» **Data for this exercise**:

*** Block opens ***

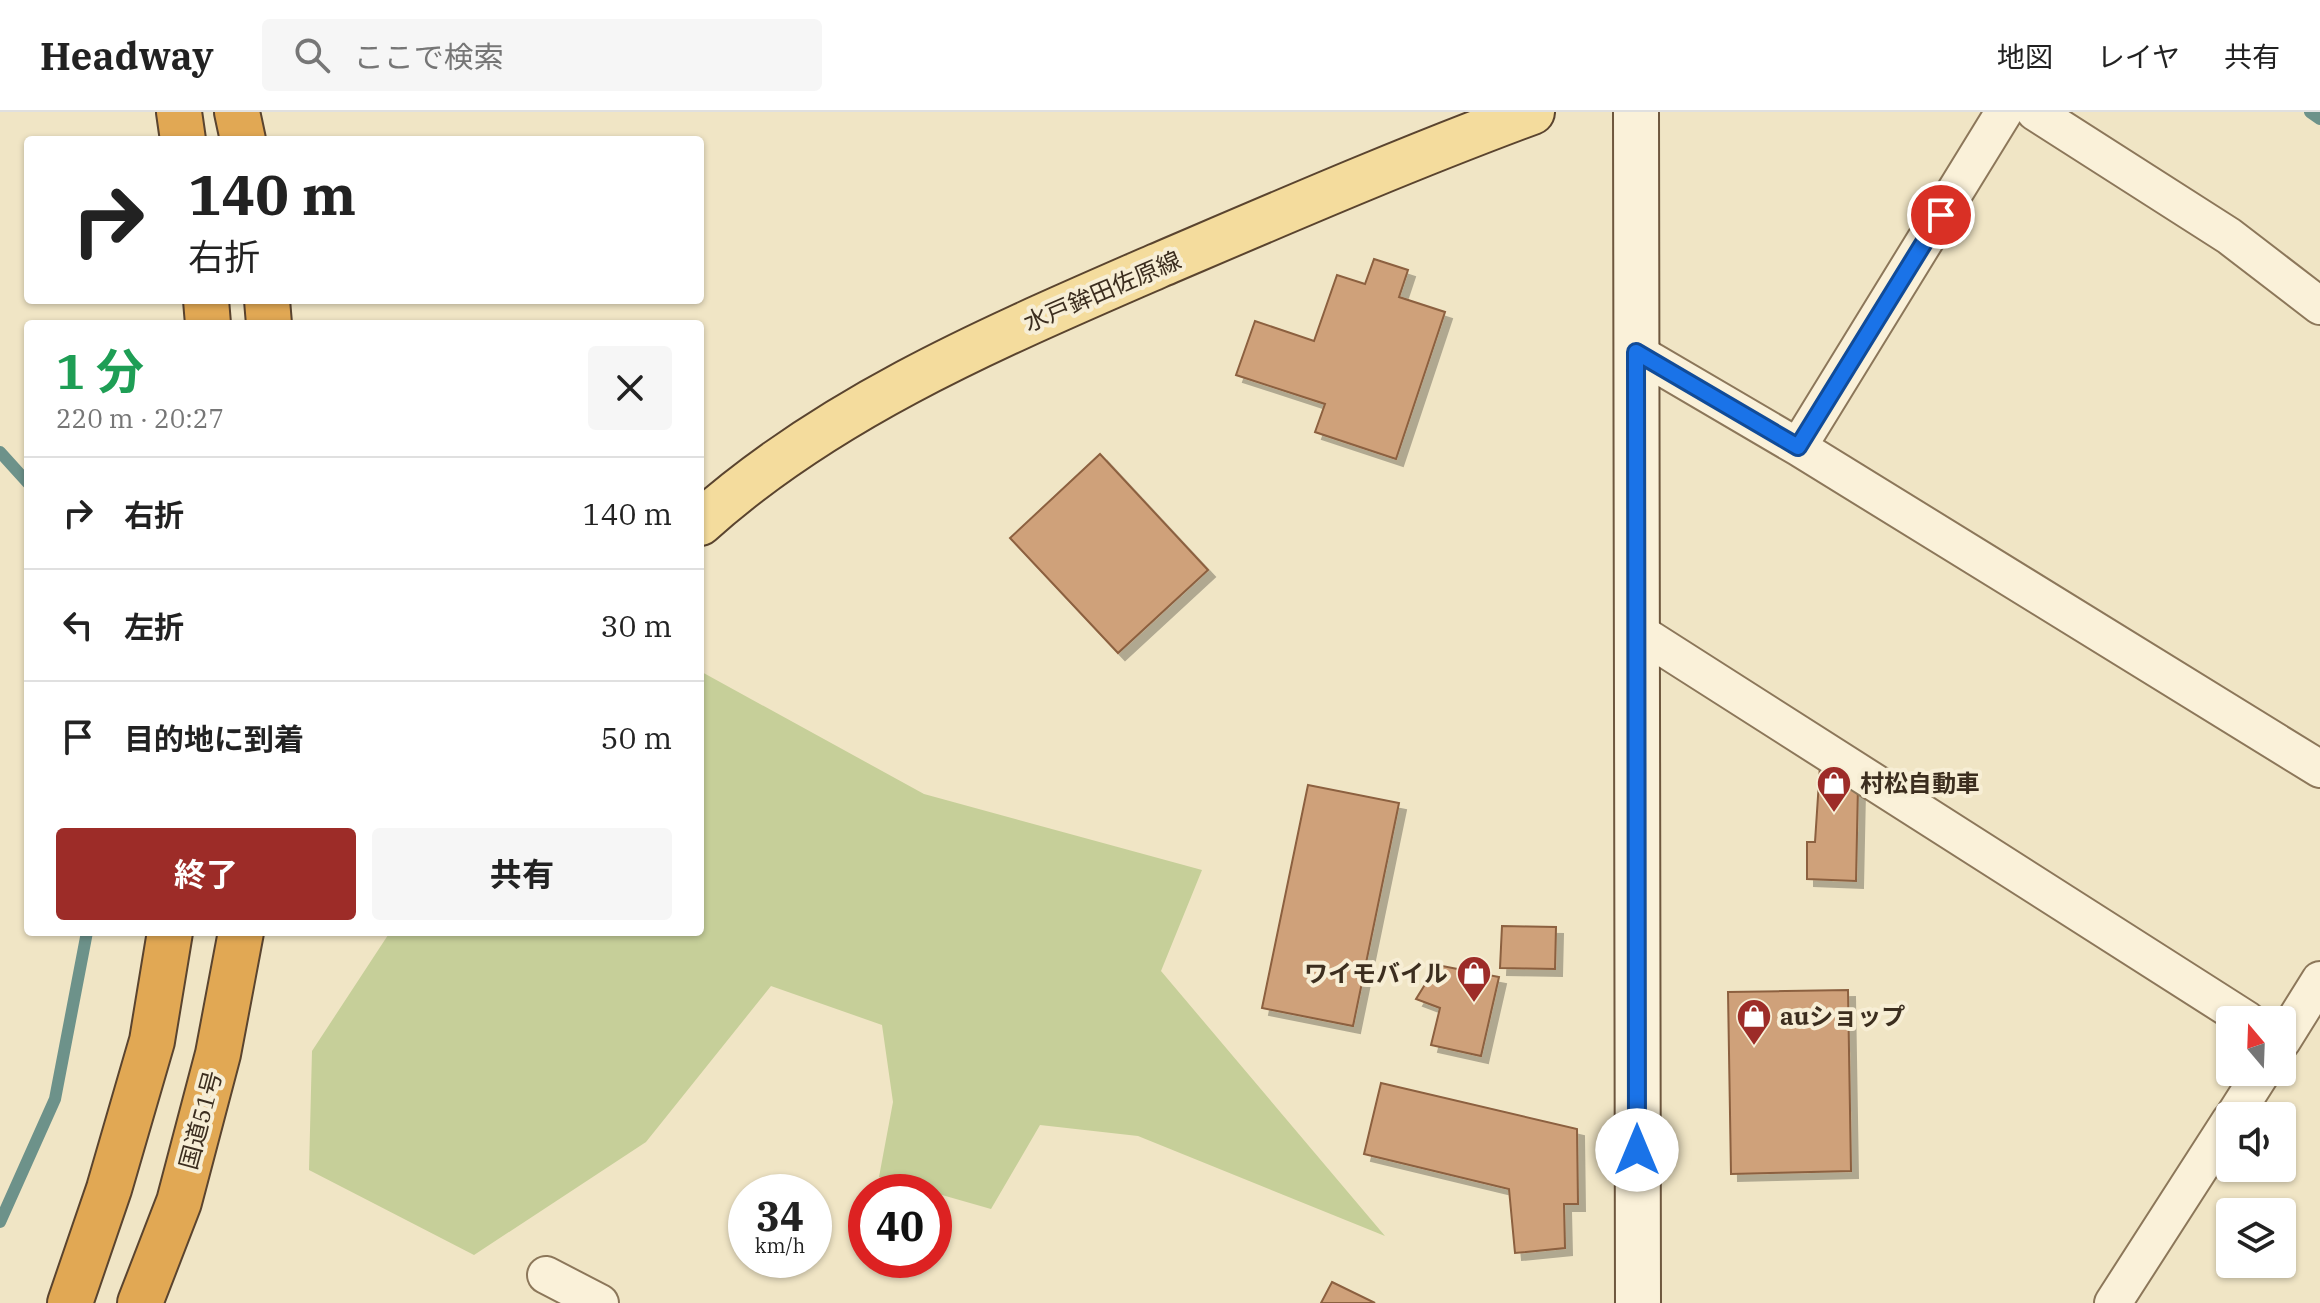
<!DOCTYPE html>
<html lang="ja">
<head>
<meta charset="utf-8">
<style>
	body { margin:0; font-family:"IBM Plex Serif","Noto Sans JP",serif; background:#f6f6f6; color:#222; height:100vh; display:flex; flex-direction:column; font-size:30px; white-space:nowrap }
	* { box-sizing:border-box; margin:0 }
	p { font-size:26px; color:#767676 }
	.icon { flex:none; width:44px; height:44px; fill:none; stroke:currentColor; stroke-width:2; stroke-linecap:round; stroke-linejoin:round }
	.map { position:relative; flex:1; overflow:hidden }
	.side { position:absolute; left:24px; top:208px; width:680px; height:616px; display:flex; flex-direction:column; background:#fff; border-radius:8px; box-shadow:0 2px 6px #0004 }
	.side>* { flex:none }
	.guide { position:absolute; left:24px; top:24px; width:680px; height:168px; border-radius:8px; box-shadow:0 2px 6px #0004; background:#fff; color:#222; overflow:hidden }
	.needle { width:52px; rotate:341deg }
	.fabs { position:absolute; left:2216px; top:894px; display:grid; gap:16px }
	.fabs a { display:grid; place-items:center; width:80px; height:80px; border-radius:8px; background:#fff; box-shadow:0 2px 6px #0004; font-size:40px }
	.speed { position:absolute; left:728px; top:1062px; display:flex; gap:16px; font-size:40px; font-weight:700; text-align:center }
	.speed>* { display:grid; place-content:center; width:104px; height:104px; border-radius:50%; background:#fff; box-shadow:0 2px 6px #0004; line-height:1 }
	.speed small { font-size:20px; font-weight:400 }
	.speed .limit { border:12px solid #d22; background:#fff; color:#111 }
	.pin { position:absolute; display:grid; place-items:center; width:68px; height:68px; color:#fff; margin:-34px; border:4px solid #fff; border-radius:50%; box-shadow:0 2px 8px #0007 }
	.me { position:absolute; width:88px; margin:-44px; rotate:0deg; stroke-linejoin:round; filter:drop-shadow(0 0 6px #0008) }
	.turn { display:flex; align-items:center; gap:28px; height:168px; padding:0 32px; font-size:36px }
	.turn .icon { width:104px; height:104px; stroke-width:2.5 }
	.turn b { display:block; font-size:56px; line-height:68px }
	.round { display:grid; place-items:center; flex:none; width:84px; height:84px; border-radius:8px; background:#f6f6f6 }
	.headline { display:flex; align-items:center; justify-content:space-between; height:136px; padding:0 32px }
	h1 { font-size:48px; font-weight:700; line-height:60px; color:#1e9e55 }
	.primary-button { display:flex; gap:16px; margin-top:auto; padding:16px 32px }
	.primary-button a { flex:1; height:92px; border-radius:8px; background:#9d2c28; color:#fff; font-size:32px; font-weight:700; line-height:92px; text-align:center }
	.primary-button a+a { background:#f6f6f6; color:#222 }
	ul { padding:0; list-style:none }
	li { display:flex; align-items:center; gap:24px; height:112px; padding:0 32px; border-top:2px solid #e0e0e0 }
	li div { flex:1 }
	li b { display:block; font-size:30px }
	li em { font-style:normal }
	header { display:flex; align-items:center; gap:48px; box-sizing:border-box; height:112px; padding:0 40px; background:#fff; border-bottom:2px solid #e0e0e0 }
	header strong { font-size:38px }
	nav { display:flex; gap:44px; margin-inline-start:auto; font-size:28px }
	.search { width:560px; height:72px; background:#f6f6f6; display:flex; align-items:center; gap:20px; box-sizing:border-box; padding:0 28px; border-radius:8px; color:#767676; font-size:30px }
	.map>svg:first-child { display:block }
	.green { fill:#c6cf99 }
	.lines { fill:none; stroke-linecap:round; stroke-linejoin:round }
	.stream { stroke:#6d928a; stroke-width:12 }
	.building { fill:#cfa17a; stroke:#8c603f; stroke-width:2; filter:url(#shadow) }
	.street-casing { stroke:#8c775a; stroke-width:40 }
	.secondary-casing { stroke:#6e573e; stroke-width:48 }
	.primary-casing { stroke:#5a442f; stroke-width:48 }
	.highway-casing { stroke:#5a442f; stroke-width:48 }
	.street { stroke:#faf1d9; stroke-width:36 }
	.secondary { stroke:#faf1d9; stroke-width:44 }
	.primary { stroke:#f4dc9d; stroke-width:44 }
	.highway { stroke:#e1a854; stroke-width:44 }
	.route-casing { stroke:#114b97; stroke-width:20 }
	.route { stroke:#1a73e8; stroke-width:14 }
	.labels { text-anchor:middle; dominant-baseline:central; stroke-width:8; stroke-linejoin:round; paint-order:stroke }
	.street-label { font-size:24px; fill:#3c2e1f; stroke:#f7eed5 }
	.poi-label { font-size:24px; font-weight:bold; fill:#3c2e1f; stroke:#f7eed5; text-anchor:start }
</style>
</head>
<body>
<header>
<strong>Headway</strong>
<div class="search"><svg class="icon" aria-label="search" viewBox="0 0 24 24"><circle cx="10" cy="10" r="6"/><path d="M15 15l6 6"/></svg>ここで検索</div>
<nav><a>地図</a><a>レイヤ</a><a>共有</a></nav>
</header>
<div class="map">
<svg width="2320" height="1191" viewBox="0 0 2320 1191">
	<defs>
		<filter id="shadow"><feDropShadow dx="7" dy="7" stdDeviation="0" flood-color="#0004"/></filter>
	</defs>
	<rect width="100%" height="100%" fill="#f0e5c5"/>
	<!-- green -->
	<path class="green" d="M700 559 924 682 1202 758 1161 859 1385 1124 1138 1024 1040 1013 991 1097 879 1065 893 990 882 913 771 874 646 1030 474 1143 309 1058 312 939 390 820H700Z"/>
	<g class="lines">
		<!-- stream -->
		<path class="stream" d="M2310 0 2320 7
			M0 340 28 371
			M0 1110 55 987 87 820"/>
	</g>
	<!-- building -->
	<path class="building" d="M1374 147 1408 158 1399 185 1445 200 1396 347 1315 320 1325 292 1236 263 1255 209 1314 229 1337 163 1365 172Z
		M1100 342 1208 458 1118 541 1010 426Z
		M1820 654 1858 673 1856 769 1807 767V730H1815Z
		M1308 673 1399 691 1353 914 1262 896Z
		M1502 814 1556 815 1555 857 1500 856Z
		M1437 853 1499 865 1481 944 1431 933 1440 896 1416 887Z
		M1848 878 1851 1059 1731 1062 1728 880Z
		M1381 971 1577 1017 1578 1092H1564L1565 1136 1515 1141 1509 1077 1364 1042Z
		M1332 1170 1375 1191H1321Z"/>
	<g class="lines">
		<!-- street casing -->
		<g class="street-casing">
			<path id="street" d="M2035 0 2229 124 2320 194
				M1636 240 1798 335 2320 657
				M1798 335 2004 0
				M1634 517 2247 908
				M2282 929 2320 868
				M2234 1004 2262 960
				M546 1163 600 1191
				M2113 1191 2230 1009"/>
		</g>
		<!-- secondary casing -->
		<g class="secondary-casing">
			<path id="secondary" d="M1636 0 1638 1191"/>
		</g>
		<!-- primary casing -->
		<g class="primary-casing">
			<path id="primary" d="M700 411C832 293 997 224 1157 154 1281 101 1405 47 1532 0"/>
		</g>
		<!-- highway casing -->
		<g class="highway-casing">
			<path id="highway" d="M179 0 183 28
				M237 0 243 28
				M206 188 208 212
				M267 188 269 212
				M70 1191 109 1077 152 929 170 820
				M140 1191 179 1090 218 942 241 820"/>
		</g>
		<!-- street -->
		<use href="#street" class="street"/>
		<!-- secondary -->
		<use href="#secondary" class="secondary"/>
		<!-- primary -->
		<use href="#primary" class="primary"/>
		<!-- highway -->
		<use href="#highway" class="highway"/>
	</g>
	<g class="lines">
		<!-- route casing -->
		<g class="route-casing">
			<path id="route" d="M1637 1038 1636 240 1798 335 1941 103"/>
		</g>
		<!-- route -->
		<use href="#route" class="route"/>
	</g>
	<!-- icons -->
	<defs>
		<g id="shop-pin" transform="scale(1.8)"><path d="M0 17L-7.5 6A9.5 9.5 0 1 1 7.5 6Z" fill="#9d2c28" stroke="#f7eed5"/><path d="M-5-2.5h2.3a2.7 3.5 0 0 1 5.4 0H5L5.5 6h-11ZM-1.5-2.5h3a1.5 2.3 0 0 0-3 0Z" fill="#fff"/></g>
	</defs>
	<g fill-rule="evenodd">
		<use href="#shop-pin" x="1834" y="671"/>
		<use href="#shop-pin" x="1474" y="861"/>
		<use href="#shop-pin" x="1754" y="904"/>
	</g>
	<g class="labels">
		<!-- street labels -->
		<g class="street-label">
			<text transform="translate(1102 179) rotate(-23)">水戸鉾田佐原線</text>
			<text transform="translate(200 1008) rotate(-75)">国道51号</text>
		</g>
		<!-- poi labels -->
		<g class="poi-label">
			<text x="1860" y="671">村松自動車</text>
			<text x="1448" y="861" text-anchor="end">ワイモバイル</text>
			<text x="1780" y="904">auショップ</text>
		</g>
	</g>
</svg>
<div class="fabs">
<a><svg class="needle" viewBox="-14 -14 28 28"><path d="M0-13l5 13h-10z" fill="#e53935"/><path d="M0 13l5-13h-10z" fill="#767676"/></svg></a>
<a><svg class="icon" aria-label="sound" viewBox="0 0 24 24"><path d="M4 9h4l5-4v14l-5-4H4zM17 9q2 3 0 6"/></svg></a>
<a><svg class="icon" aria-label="layers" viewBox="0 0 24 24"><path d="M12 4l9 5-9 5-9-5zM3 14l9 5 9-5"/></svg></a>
</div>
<div class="speed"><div>34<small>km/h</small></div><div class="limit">40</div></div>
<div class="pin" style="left:1941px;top:103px;background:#d93025"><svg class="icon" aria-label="arrive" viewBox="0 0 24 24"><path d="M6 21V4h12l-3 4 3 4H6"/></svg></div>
<svg class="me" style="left:1637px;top:1038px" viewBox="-20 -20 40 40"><circle r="19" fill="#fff"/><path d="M0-13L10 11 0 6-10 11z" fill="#1a73e8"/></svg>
<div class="guide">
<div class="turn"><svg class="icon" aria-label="right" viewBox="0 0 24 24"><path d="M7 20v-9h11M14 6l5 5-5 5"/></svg><div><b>140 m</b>右折</div></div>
</div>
<section class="side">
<div class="headline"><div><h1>1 分</h1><p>220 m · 20:27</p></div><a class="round"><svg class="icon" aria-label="close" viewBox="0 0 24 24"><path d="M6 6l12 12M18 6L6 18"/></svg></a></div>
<ul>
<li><svg class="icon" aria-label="right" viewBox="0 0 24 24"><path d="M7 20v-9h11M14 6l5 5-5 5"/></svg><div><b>右折</b></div><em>140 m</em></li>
<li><svg class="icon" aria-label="left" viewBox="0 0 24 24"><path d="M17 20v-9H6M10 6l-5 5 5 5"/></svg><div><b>左折</b></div><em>30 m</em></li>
<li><svg class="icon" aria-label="arrive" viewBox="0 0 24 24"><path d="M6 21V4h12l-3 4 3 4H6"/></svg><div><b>目的地に到着</b></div><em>50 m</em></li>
</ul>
<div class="primary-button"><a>終了</a><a>共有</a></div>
</section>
</div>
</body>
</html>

*** Block closes ***

» **Your assignment**: When a line above contains the string "linecap", copy that line.

» **Expected answer**:
	.icon { flex:none; width:44px; height:44px; fill:none; stroke:currentColor; stroke-width:2; stroke-linecap:round; stroke-linejoin:round }
	.lines { fill:none; stroke-linecap:round; stroke-linejoin:round }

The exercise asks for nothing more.